# My journey to the Reformed Church is now complete!



## kodos (Mar 23, 2011)

_Moderators, I didn't know where to post this - so please move if this is inappropriate for this forum! Sorry in advance!_

We have left our current non-denominational Bible church, and have started attending a PCA church (see signature). There has been such an awesome sense of refreshment since we've started attending!

We love how God is worshiped at the PCA churches we've visited - it is incredibly deep compared to what we're used to.

Just wanted to let my brothers and sisters on the PB know how much of a blessing you folks have been in my journey from investigating TULIP (as a lurker) to wholly embracing Reformed Theology. In every case, you guys have made me do a complete 180 in my viewpoint. Whether it was the Doctrines of Grace, Covenant Theology, Infant Baptism, or worship, I've often started with a complete backwards view which has been corrected by you folks. I've never really posted much here - but just watching arguments unfold and the archives have been a real blessing.

I praise God for this place!


----------



## Notthemama1984 (Mar 23, 2011)

Congrats on finding a good church to attend!


----------



## Curt (Mar 23, 2011)

God bless you as you continue to serve Him in a new part of His vineyard.


----------



## Andres (Mar 23, 2011)

To God be all the glory friend!


----------



## torstar (Mar 23, 2011)

Been there, done that, still astounded with gratitude at finding a denom and church to belong to. 

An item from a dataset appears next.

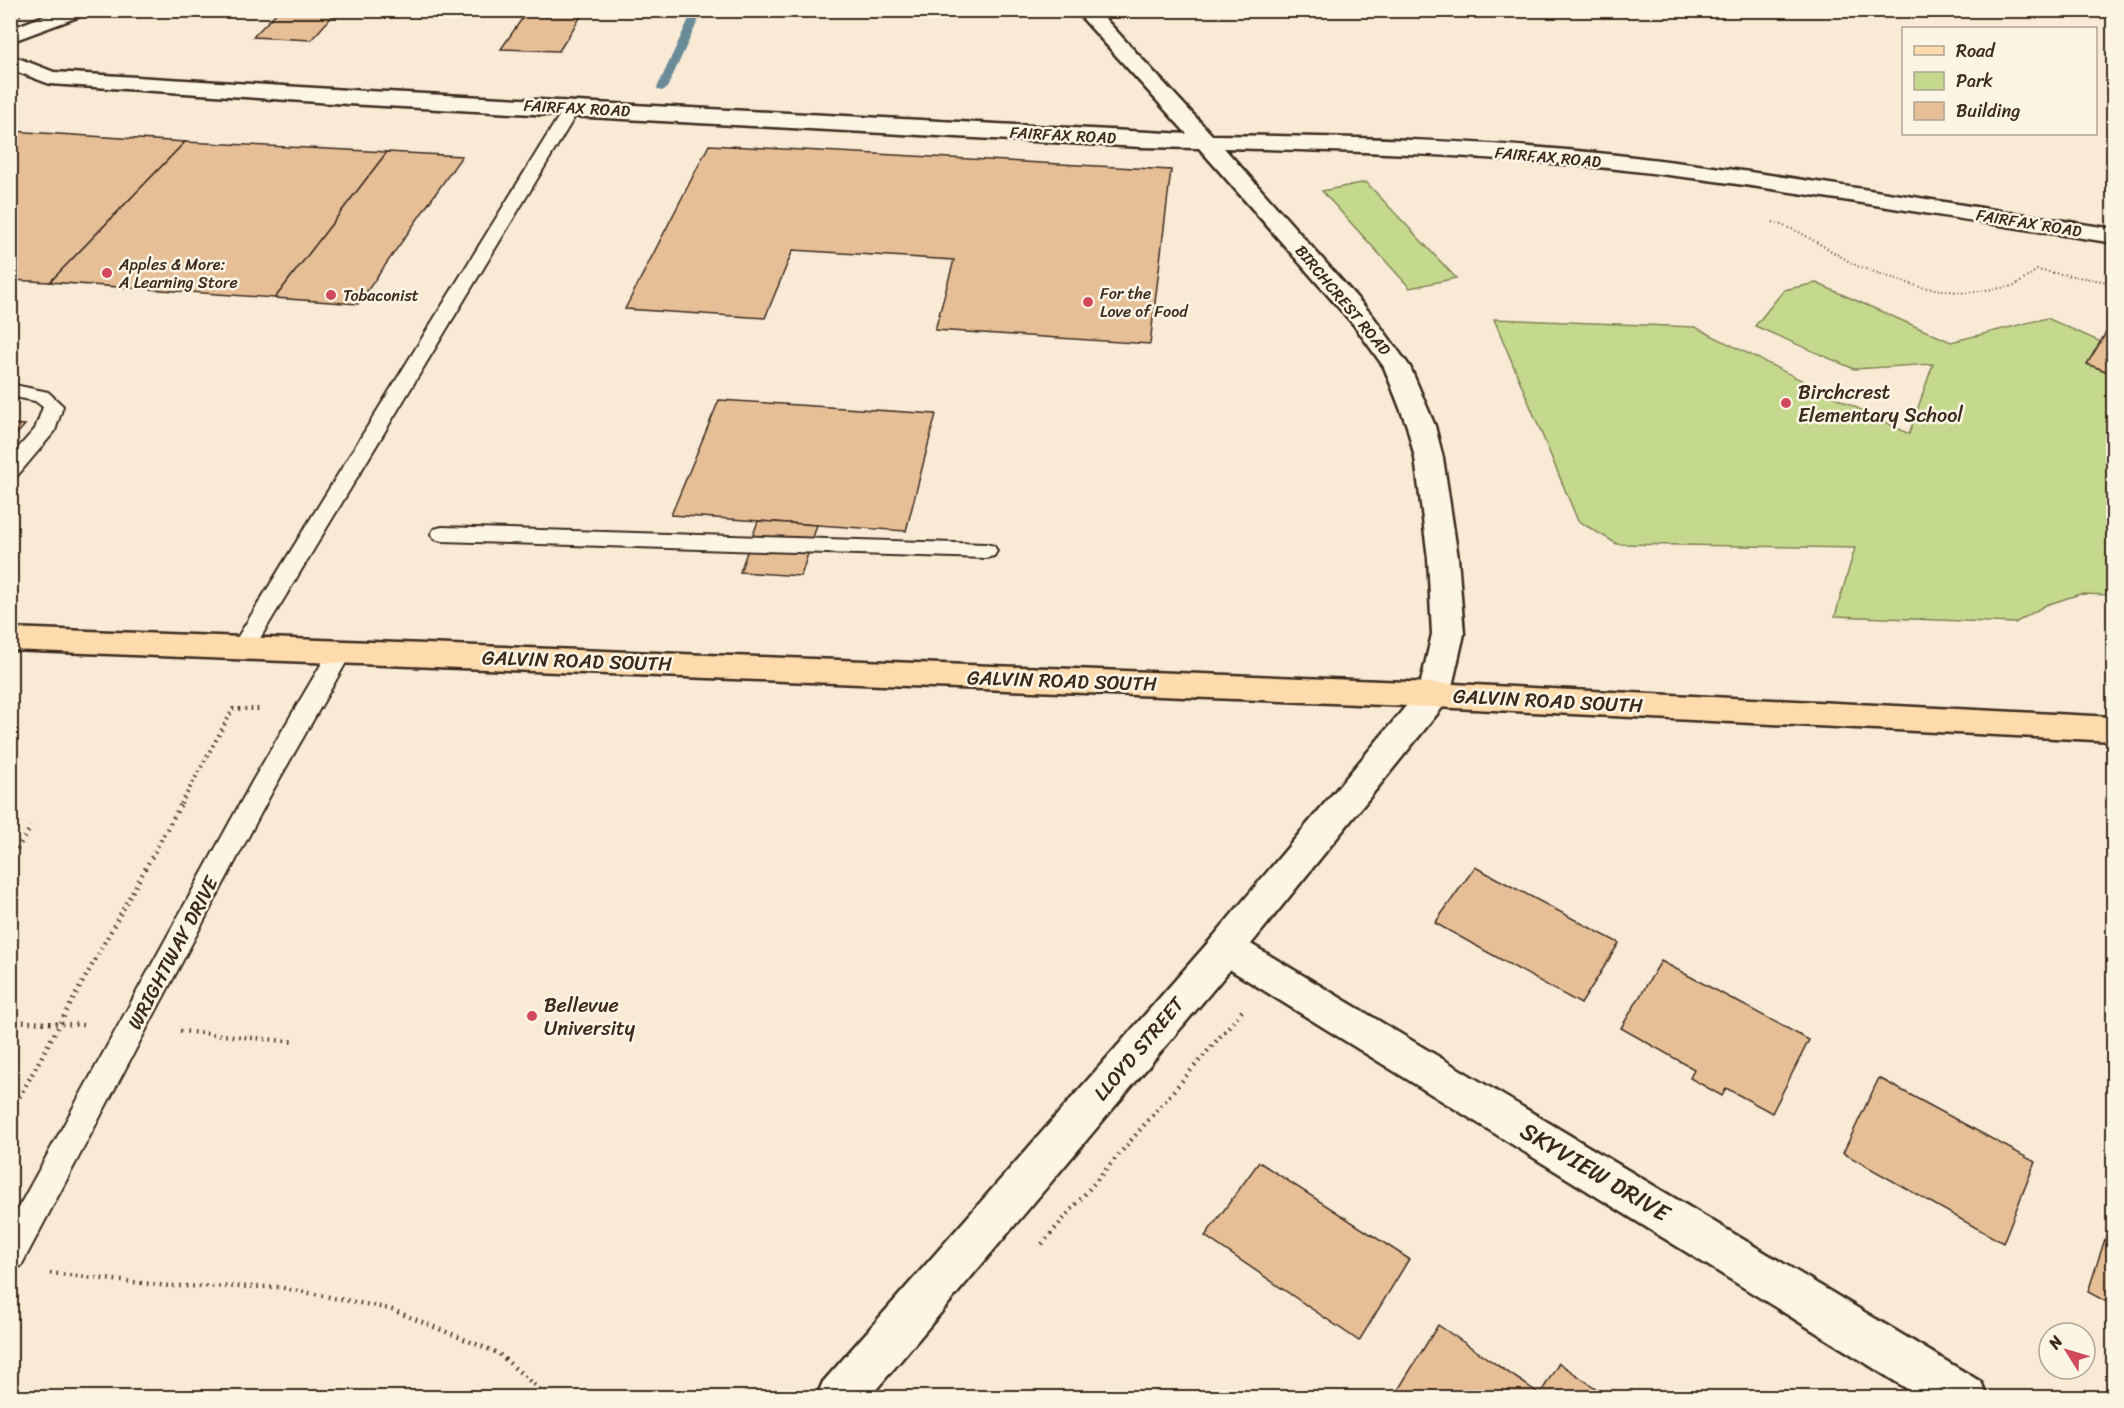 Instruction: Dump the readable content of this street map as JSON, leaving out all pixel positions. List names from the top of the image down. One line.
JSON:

And the required reading is lifelong and overflowing and even the worst efforts aren't a waste of time. 

Congratulations!!!


----------



## Gage Browning (Mar 23, 2011)

God is good. Hello from another PCA'er in the Metroplex!


----------



## Mudharp (Mar 23, 2011)

Congratulations - to God be the glory!


----------



## Peairtach (Mar 23, 2011)

God bless you and yours


----------